The problem.
Without the pictures, reproduce the entries below exactly.

Exercise material.
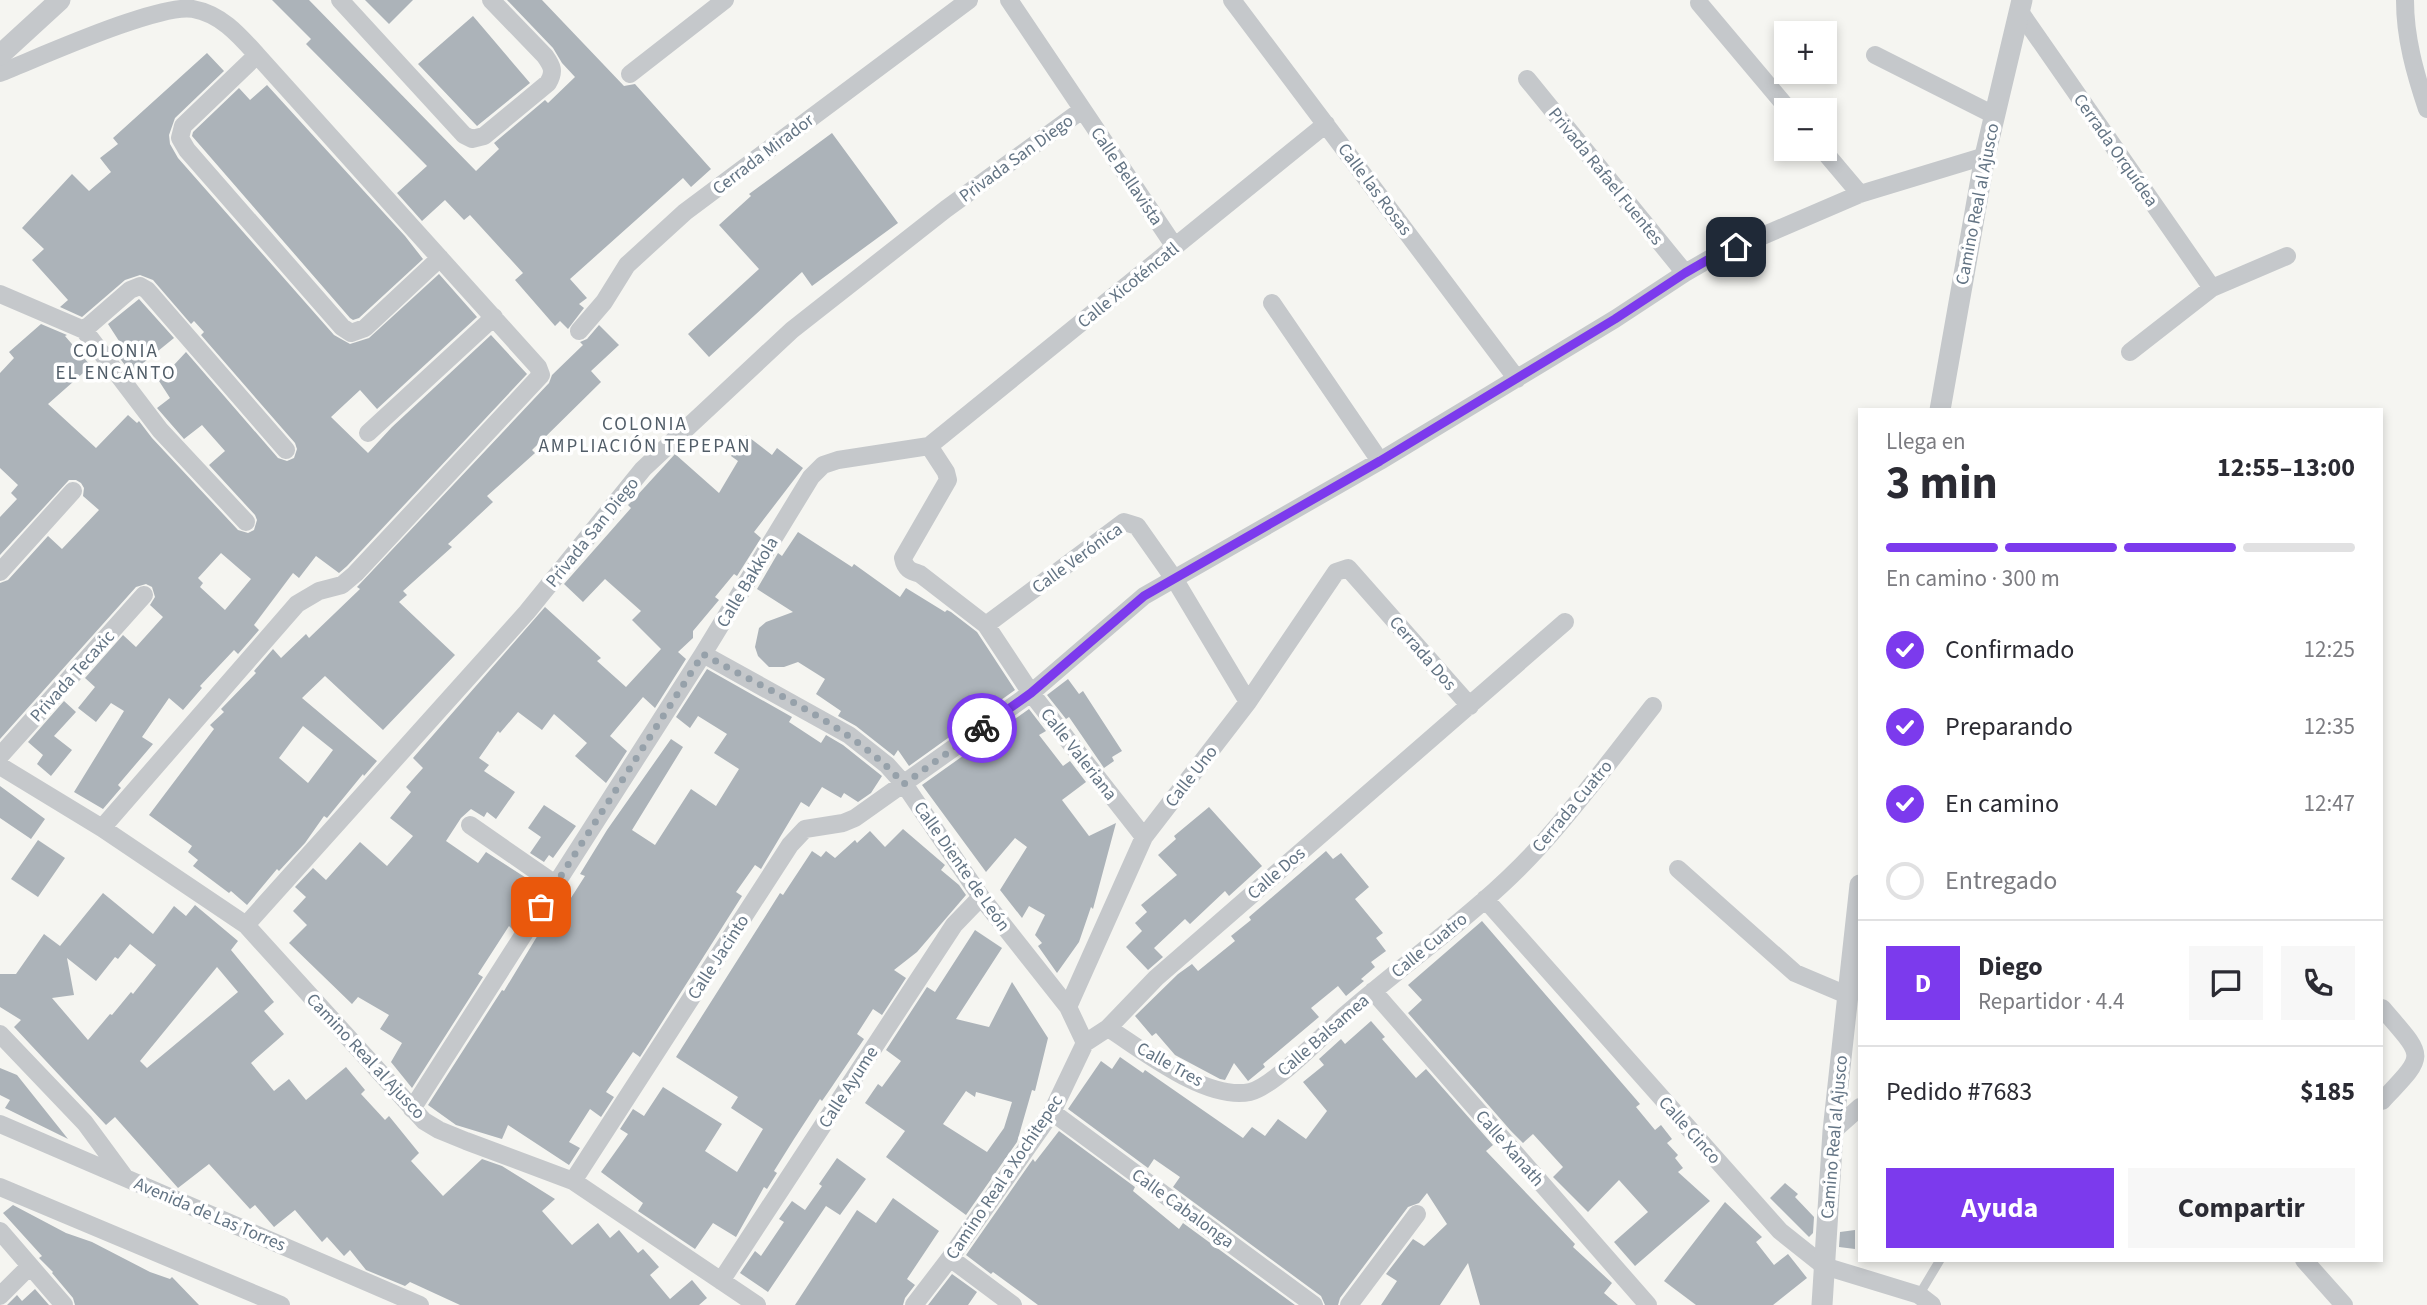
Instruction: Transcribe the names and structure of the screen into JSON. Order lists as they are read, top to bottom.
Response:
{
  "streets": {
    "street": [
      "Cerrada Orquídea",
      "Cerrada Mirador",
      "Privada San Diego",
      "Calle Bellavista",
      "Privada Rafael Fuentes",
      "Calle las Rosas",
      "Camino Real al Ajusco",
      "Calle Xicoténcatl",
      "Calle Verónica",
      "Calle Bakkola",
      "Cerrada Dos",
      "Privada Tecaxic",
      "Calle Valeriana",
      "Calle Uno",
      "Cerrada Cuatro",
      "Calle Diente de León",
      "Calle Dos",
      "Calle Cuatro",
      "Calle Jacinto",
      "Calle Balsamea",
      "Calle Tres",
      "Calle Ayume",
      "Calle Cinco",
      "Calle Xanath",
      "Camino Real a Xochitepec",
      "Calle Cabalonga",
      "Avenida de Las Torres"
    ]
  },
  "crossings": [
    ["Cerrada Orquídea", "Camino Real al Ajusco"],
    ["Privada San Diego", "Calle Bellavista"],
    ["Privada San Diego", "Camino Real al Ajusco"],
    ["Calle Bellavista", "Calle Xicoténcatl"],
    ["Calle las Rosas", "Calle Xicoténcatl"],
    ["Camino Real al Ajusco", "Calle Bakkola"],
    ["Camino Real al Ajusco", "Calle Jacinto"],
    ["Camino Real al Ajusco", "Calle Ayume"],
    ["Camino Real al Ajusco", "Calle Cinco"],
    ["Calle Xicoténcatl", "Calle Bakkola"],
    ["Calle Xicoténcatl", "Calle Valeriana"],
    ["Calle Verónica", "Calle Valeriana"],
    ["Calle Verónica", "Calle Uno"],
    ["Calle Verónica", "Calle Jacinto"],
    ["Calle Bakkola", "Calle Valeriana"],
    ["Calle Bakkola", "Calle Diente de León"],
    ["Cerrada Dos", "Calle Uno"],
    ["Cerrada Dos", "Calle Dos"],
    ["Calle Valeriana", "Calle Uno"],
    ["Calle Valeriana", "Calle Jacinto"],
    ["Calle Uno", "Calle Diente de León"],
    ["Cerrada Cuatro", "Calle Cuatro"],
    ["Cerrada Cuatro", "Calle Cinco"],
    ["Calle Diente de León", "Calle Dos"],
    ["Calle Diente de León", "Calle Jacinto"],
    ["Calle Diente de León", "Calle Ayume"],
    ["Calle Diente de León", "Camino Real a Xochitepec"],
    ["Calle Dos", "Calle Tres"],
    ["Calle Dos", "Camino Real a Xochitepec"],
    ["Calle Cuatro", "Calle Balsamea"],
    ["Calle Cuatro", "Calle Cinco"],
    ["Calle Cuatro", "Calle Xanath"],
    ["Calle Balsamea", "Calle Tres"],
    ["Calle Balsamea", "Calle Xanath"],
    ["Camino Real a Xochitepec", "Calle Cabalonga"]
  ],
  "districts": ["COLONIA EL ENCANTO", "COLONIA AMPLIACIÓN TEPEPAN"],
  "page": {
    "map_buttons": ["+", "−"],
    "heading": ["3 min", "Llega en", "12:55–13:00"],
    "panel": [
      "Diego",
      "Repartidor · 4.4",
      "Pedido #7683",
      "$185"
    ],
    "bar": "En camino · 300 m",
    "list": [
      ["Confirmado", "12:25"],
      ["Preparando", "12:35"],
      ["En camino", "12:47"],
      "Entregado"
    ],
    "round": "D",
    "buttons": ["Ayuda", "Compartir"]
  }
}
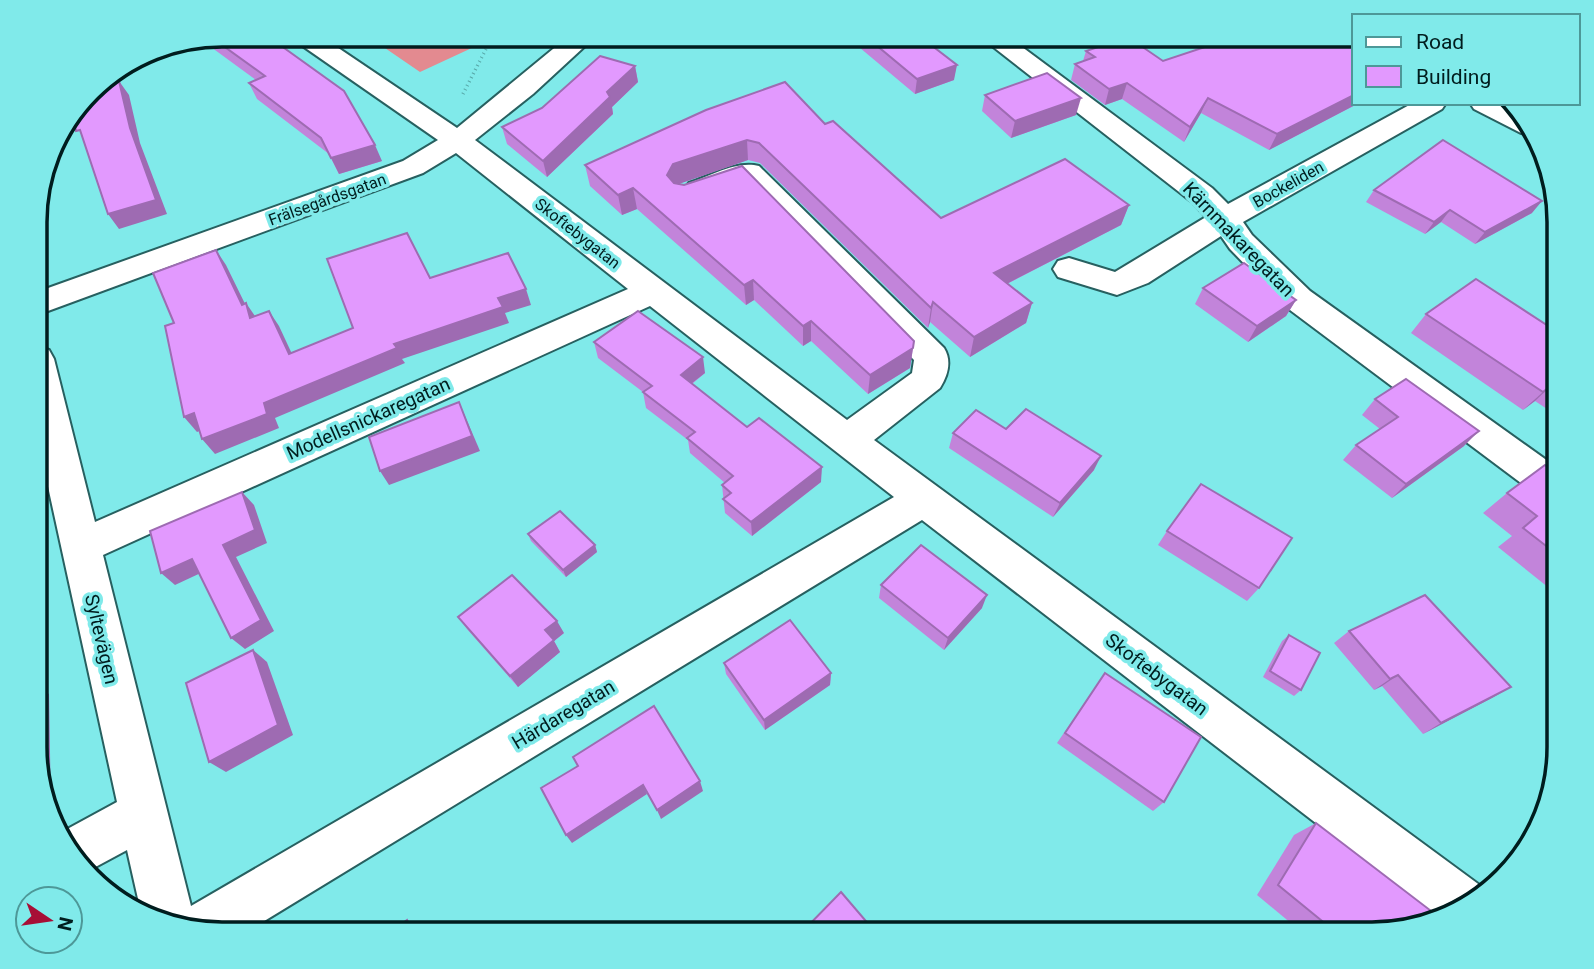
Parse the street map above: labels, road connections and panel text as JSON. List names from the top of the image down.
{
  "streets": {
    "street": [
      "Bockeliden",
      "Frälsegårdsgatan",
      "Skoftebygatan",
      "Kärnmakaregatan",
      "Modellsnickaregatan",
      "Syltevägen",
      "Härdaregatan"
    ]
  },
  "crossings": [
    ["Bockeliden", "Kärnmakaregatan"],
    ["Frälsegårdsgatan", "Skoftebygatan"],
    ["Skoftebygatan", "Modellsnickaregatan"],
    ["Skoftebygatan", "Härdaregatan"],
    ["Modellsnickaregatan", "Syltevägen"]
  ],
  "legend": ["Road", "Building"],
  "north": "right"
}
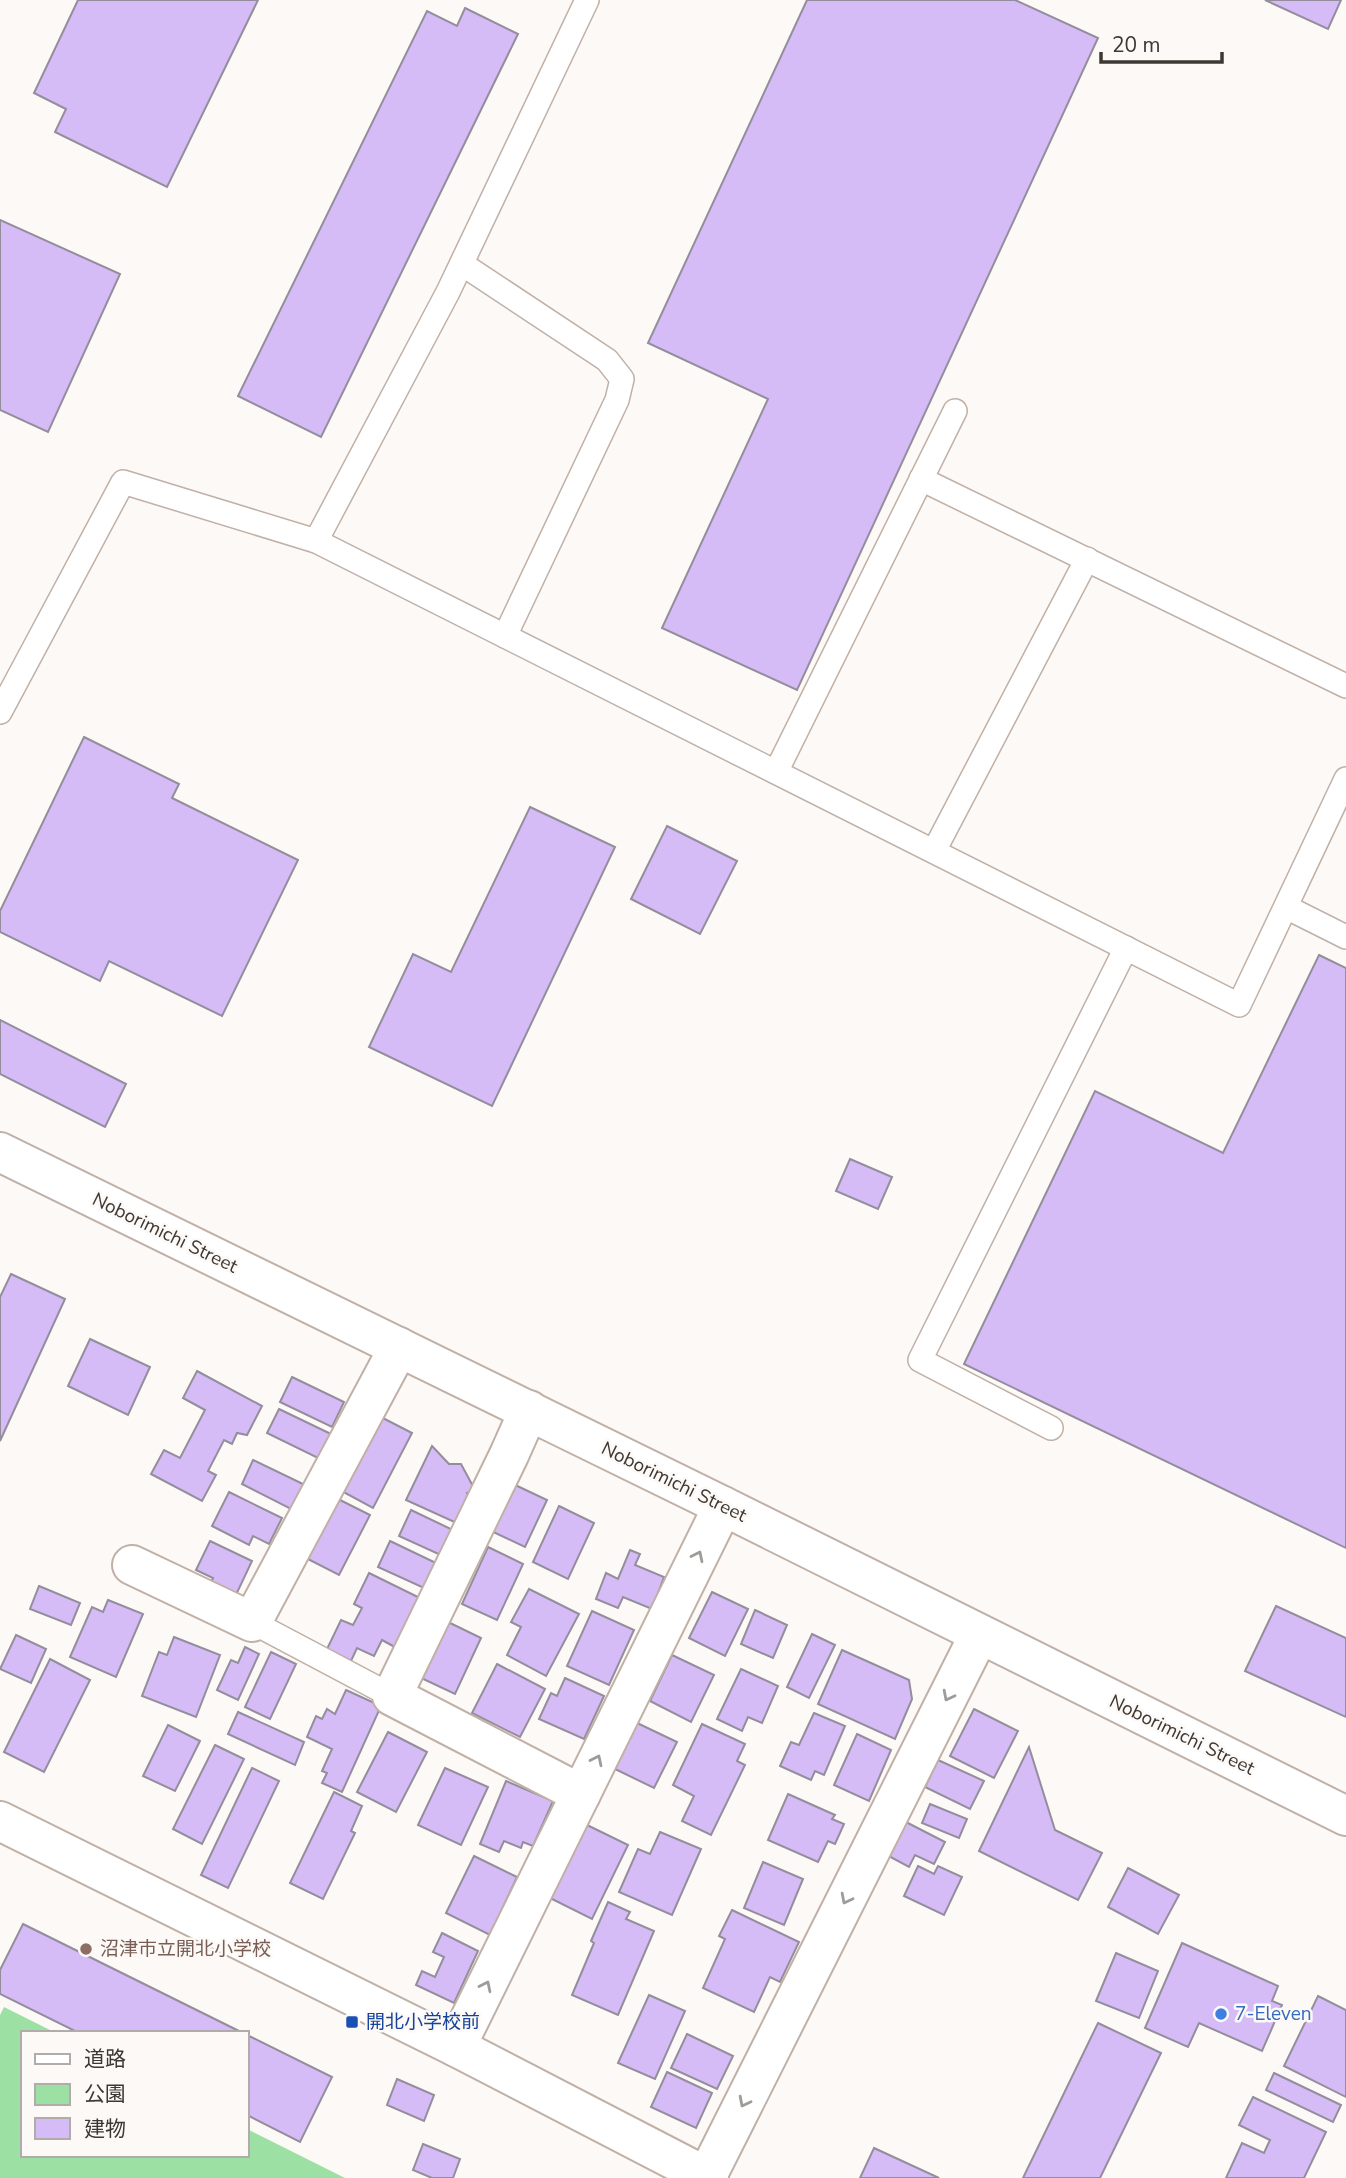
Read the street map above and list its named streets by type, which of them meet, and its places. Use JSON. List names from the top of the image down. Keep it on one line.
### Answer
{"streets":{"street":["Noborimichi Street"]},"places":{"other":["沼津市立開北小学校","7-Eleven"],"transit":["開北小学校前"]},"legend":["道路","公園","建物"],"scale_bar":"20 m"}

Expected output.
Instruction: Transcribe the names and structure of the screen into JSON. Order lists as they are read, top to bottom.
Response:
{
  "streets": {
    "street": [
      "Cerrada Orquídea",
      "Cerrada Mirador",
      "Privada San Diego",
      "Calle Bellavista",
      "Privada Rafael Fuentes",
      "Calle las Rosas",
      "Camino Real al Ajusco",
      "Calle Xicoténcatl",
      "Calle Verónica",
      "Calle Bakkola",
      "Cerrada Dos",
      "Privada Tecaxic",
      "Calle Valeriana",
      "Calle Uno",
      "Cerrada Cuatro",
      "Calle Diente de León",
      "Calle Dos",
      "Calle Cuatro",
      "Calle Jacinto",
      "Calle Balsamea",
      "Calle Tres",
      "Calle Ayume",
      "Calle Cinco",
      "Calle Xanath",
      "Camino Real a Xochitepec",
      "Calle Cabalonga",
      "Avenida de Las Torres"
    ]
  },
  "crossings": [
    ["Cerrada Orquídea", "Camino Real al Ajusco"],
    ["Privada San Diego", "Calle Bellavista"],
    ["Privada San Diego", "Camino Real al Ajusco"],
    ["Calle Bellavista", "Calle Xicoténcatl"],
    ["Calle las Rosas", "Calle Xicoténcatl"],
    ["Camino Real al Ajusco", "Calle Bakkola"],
    ["Camino Real al Ajusco", "Calle Jacinto"],
    ["Camino Real al Ajusco", "Calle Ayume"],
    ["Camino Real al Ajusco", "Calle Cinco"],
    ["Calle Xicoténcatl", "Calle Bakkola"],
    ["Calle Xicoténcatl", "Calle Valeriana"],
    ["Calle Verónica", "Calle Valeriana"],
    ["Calle Verónica", "Calle Uno"],
    ["Calle Verónica", "Calle Jacinto"],
    ["Calle Bakkola", "Calle Valeriana"],
    ["Calle Bakkola", "Calle Diente de León"],
    ["Cerrada Dos", "Calle Uno"],
    ["Cerrada Dos", "Calle Dos"],
    ["Calle Valeriana", "Calle Uno"],
    ["Calle Valeriana", "Calle Jacinto"],
    ["Calle Uno", "Calle Diente de León"],
    ["Cerrada Cuatro", "Calle Cuatro"],
    ["Cerrada Cuatro", "Calle Cinco"],
    ["Calle Diente de León", "Calle Dos"],
    ["Calle Diente de León", "Calle Jacinto"],
    ["Calle Diente de León", "Calle Ayume"],
    ["Calle Diente de León", "Camino Real a Xochitepec"],
    ["Calle Dos", "Calle Tres"],
    ["Calle Dos", "Camino Real a Xochitepec"],
    ["Calle Cuatro", "Calle Balsamea"],
    ["Calle Cuatro", "Calle Cinco"],
    ["Calle Cuatro", "Calle Xanath"],
    ["Calle Balsamea", "Calle Tres"],
    ["Calle Balsamea", "Calle Xanath"],
    ["Camino Real a Xochitepec", "Calle Cabalonga"]
  ],
  "districts": ["COLONIA EL ENCANTO", "COLONIA AMPLIACIÓN TEPEPAN"],
  "page": {
    "map_buttons": ["+", "−"],
    "heading": ["3 min", "Llega en", "12:55–13:00"],
    "panel": [
      "Diego",
      "Repartidor · 4.4",
      "Pedido #7683",
      "$185"
    ],
    "bar": "En camino · 300 m",
    "list": [
      ["Confirmado", "12:25"],
      ["Preparando", "12:35"],
      ["En camino", "12:47"],
      "Entregado"
    ],
    "round": "D",
    "buttons": ["Ayuda", "Compartir"]
  }
}
Parse the street map above: labels, road connections and panel text as JSON. List names from the top of the image down.
{
  "streets": {
    "street": [
      "Bockeliden",
      "Frälsegårdsgatan",
      "Skoftebygatan",
      "Kärnmakaregatan",
      "Modellsnickaregatan",
      "Syltevägen",
      "Härdaregatan"
    ]
  },
  "crossings": [
    ["Bockeliden", "Kärnmakaregatan"],
    ["Frälsegårdsgatan", "Skoftebygatan"],
    ["Skoftebygatan", "Modellsnickaregatan"],
    ["Skoftebygatan", "Härdaregatan"],
    ["Modellsnickaregatan", "Syltevägen"]
  ],
  "legend": ["Road", "Building"],
  "north": "right"
}
Read the street map above and list its named streets by type, which of them meet, and its places. Use JSON. List names from the top of the image down. Keep it on one line.
### Answer
{"streets":{"street":["Noborimichi Street"]},"places":{"other":["沼津市立開北小学校","7-Eleven"],"transit":["開北小学校前"]},"legend":["道路","公園","建物"],"scale_bar":"20 m"}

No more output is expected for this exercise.